The week of July 15-21 takes us from the end of Day 13 (nearly full moon) to Day 19. This week we will highlight the crater Pythagoras, viewable on Monday evening.
Pythagoras: [NW/C3] There is only a brief period during each lunation when Pythagoras is visible. It is a complex crater with two central mountain peaks, terraced walls, and internal features. It is an impressive 80 miles in diameter (compare to Copernicus at 58 miles.) Its spectacular rim mountains rise to an imposing three miles above its floor!1 The central mountain peaks alone attain a height of one mile. Although it is close to the northwest limb and is substantially foreshortened, it is worth a visit. Try to catch it when the libration is favorable, as it will be on Monday night.
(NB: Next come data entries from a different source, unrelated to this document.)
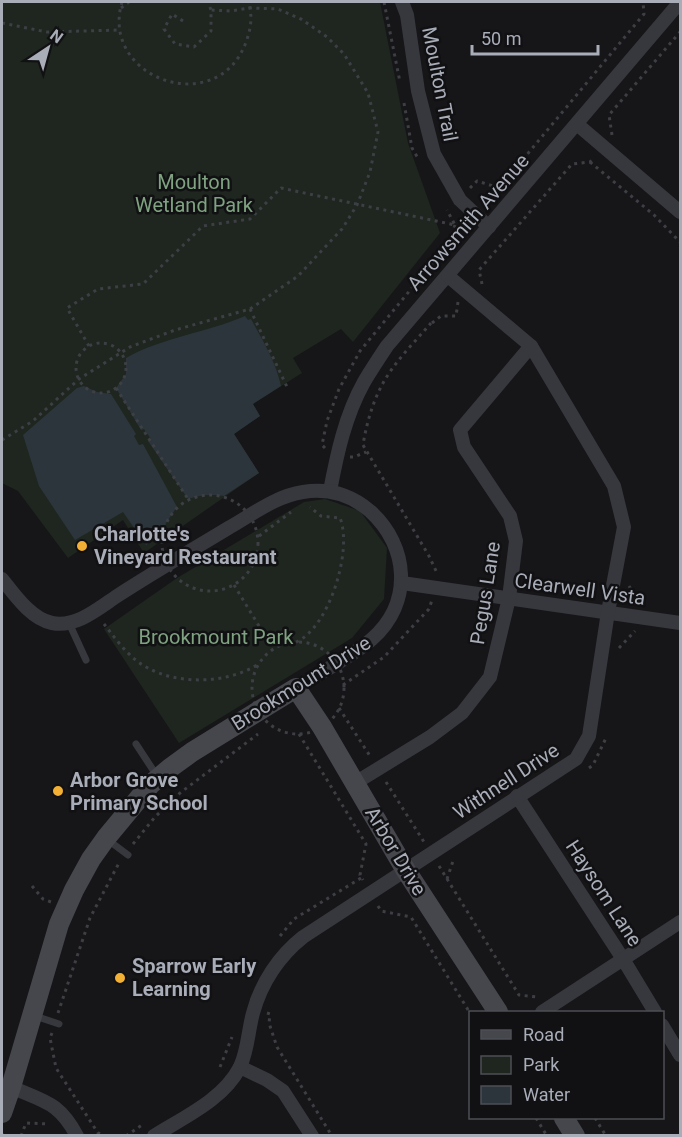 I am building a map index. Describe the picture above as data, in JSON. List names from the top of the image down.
{
  "streets": {
    "street": [
      "Moulton Trail",
      "Arrowsmith Avenue",
      "Clearwell Vista",
      "Pegus Lane",
      "Brookmount Drive",
      "Withnell Drive",
      "Arbor Drive",
      "Haysom Lane"
    ]
  },
  "crossings": [
    ["Moulton Trail", "Arrowsmith Avenue"],
    ["Arrowsmith Avenue", "Brookmount Drive"],
    ["Arrowsmith Avenue", "Withnell Drive"],
    ["Clearwell Vista", "Pegus Lane"],
    ["Clearwell Vista", "Brookmount Drive"],
    ["Clearwell Vista", "Withnell Drive"],
    ["Pegus Lane", "Withnell Drive"],
    ["Pegus Lane", "Arbor Drive"],
    ["Brookmount Drive", "Arbor Drive"],
    ["Withnell Drive", "Arbor Drive"],
    ["Withnell Drive", "Haysom Lane"]
  ],
  "parks": ["Moulton Wetland Park", "Brookmount Park"],
  "places": ["Charlotte's Vineyard Restaurant", "Arbor Grove Primary School", "Sparrow Early Learning"],
  "legend": ["Road", "Park", "Water"],
  "scale_bar": "50 m",
  "north": "top right"
} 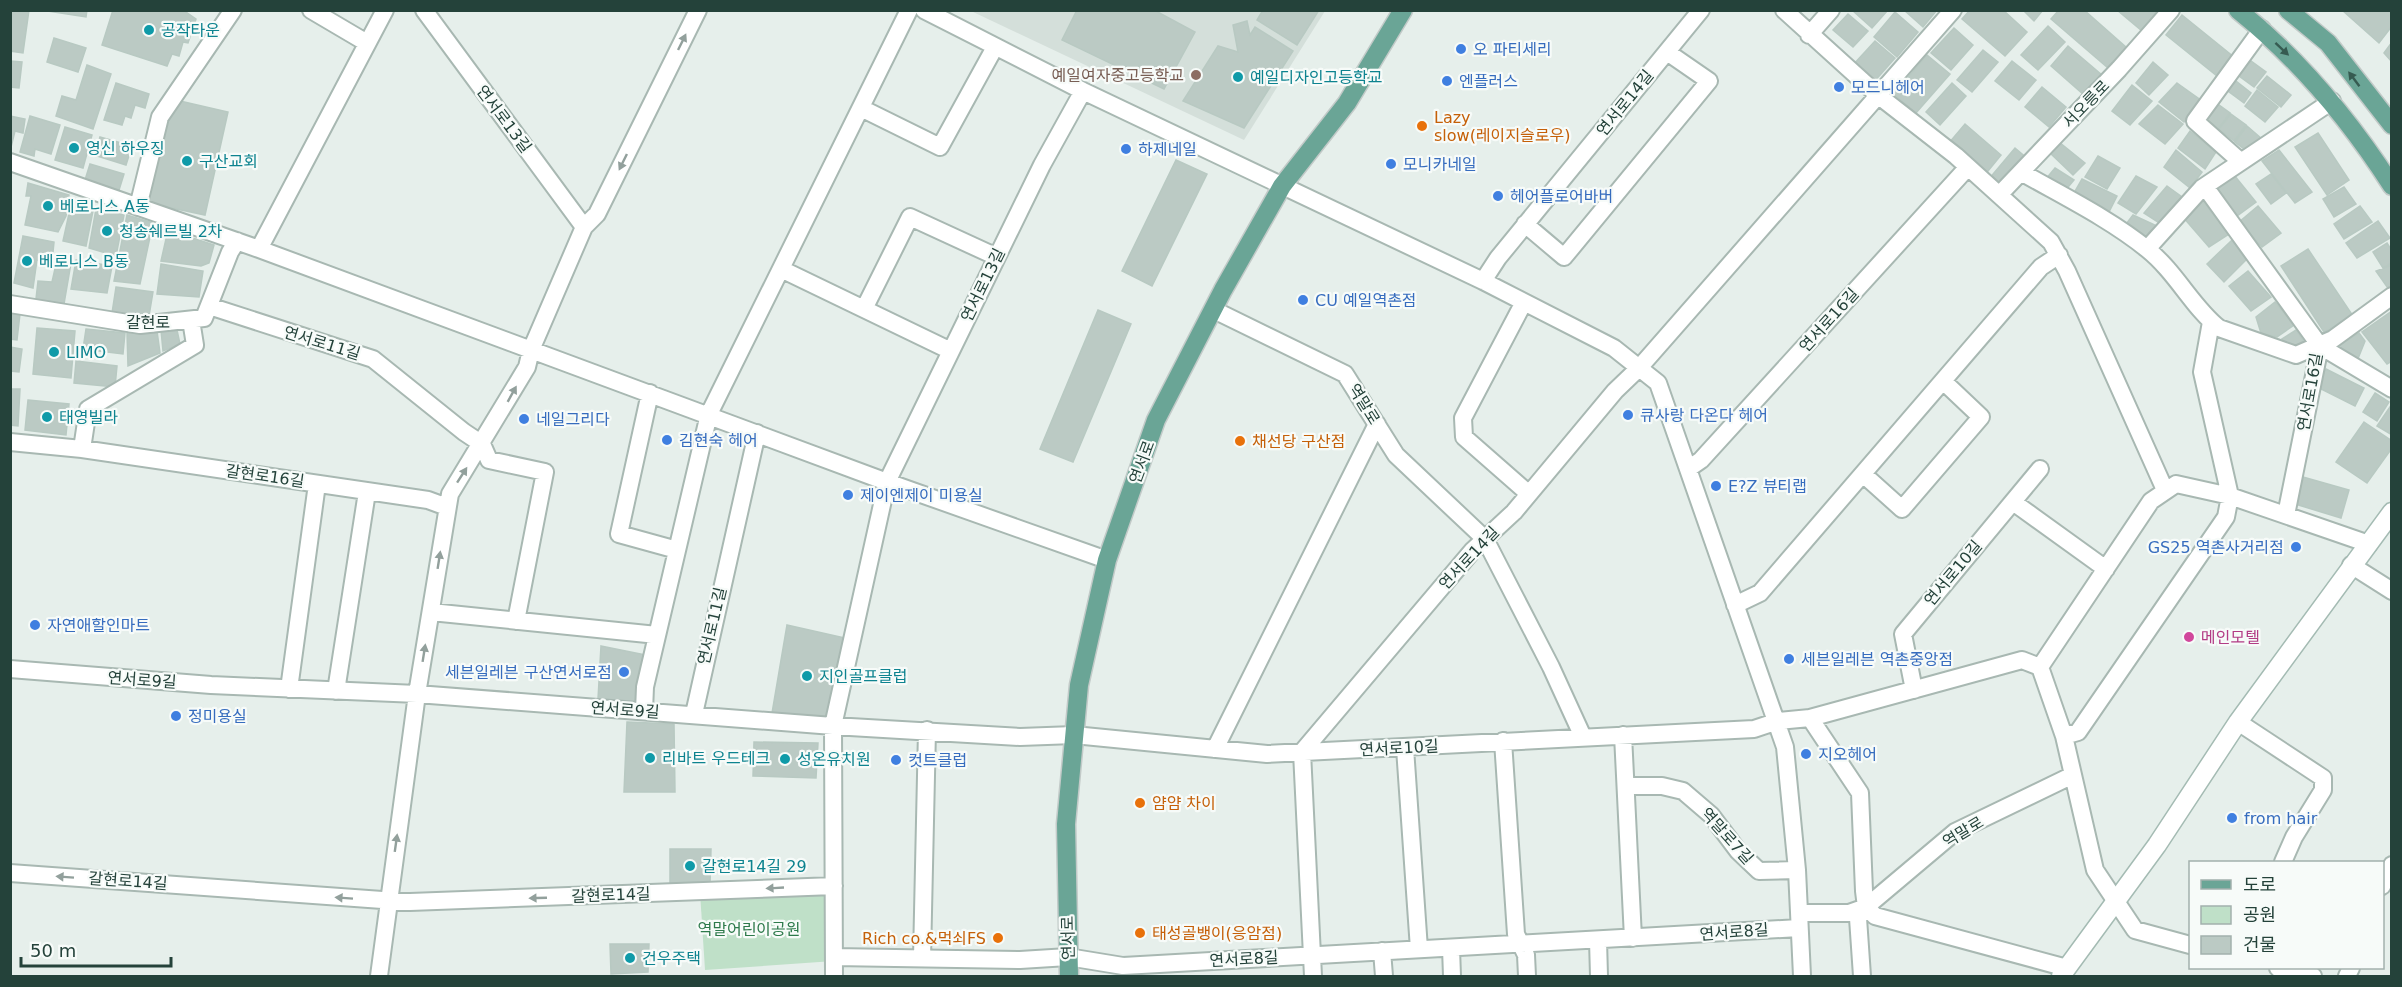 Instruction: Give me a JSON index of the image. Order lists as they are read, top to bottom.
{
  "streets": {
    "main road": ["연서로"],
    "street": [
      "연서로14길",
      "서오릉로",
      "연서로13길",
      "연서로16길",
      "갈현로",
      "연서로11길",
      "역말로",
      "갈현로16길",
      "연서로10길",
      "연서로9길",
      "역말로7길",
      "갈현로14길",
      "연서로8길"
    ]
  },
  "crossings": [
    ["연서로14길", "역말로"],
    ["연서로14길", "연서로10길"],
    ["서오릉로", "연서로16길"],
    ["갈현로", "연서로11길"],
    ["연서로11길", "연서로9길"],
    ["역말로", "연서로"],
    ["역말로", "연서로8길"],
    ["연서로", "연서로10길"],
    ["연서로", "연서로9길"],
    ["연서로", "연서로8길"],
    ["연서로10길", "연서로9길"]
  ],
  "one_way": ["갈현로14길"],
  "parks": ["역말어린이공원"],
  "places": [
    "공작타운",
    "오 파티세리",
    "예일여자중고등학교",
    "예일디자인고등학교",
    "엔플러스",
    "모드니헤어",
    "Lazy slow(레이지슬로우)",
    "영신 하우징",
    "하제네일",
    "구산교회",
    "모니카네일",
    "헤어플로어바버",
    "베로니스 A동",
    "청송쉐르빌 2차",
    "베로니스 B동",
    "CU 예일역촌점",
    "LIMO",
    "큐사랑 다온다 헤어",
    "태영빌라",
    "네일그리다",
    "김현숙 헤어",
    "채선당 구산점",
    "E?Z 뷰티랩",
    "제이엔제이 미용실",
    "GS25 역촌사거리점",
    "자연애할인마트",
    "메인모텔",
    "세븐일레븐 역촌중앙점",
    "세븐일레븐 구산연서로점",
    "지인골프클럽",
    "정미용실",
    "지오헤어",
    "리바트 우드테크",
    "성온유치원",
    "컷트클럽",
    "얌얌 차이",
    "from hair",
    "갈현로14길 29",
    "태성골뱅이(응암점)",
    "Rich co.&먹쇠FS",
    "건우주택"
  ],
  "legend": ["도로", "공원", "건물"],
  "scale_bar": "50 m"
}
OF ADDITIONAL INTEREST ABOUT THE MOON:
Saturday night, July 20th, marks the 50th anniversary of our landing on the Moon. Take a moment to reflect on what a remarkable achievement this was. But an incredible 20% of Americans actually believe that the moon landing was a hoax! They are convinced that the hoax was perpetrated by the U.S. Government to assert our victory over Russia in the space race.
1To put this into perspective, these peaks would soar 7,000 feet higher than Colorado’s 14ers!
It is highly recommended that you get a copy of Sky and Telescope’s Field Map of the Moon, the very finest Moon map available for use at the telescope. It is available for $10.95 at www.skyandtelescope.com and on Amazon. All features mentioned in this blog will be keyed to the grid on the Field Map and will look like this: Plato: [NW/D9]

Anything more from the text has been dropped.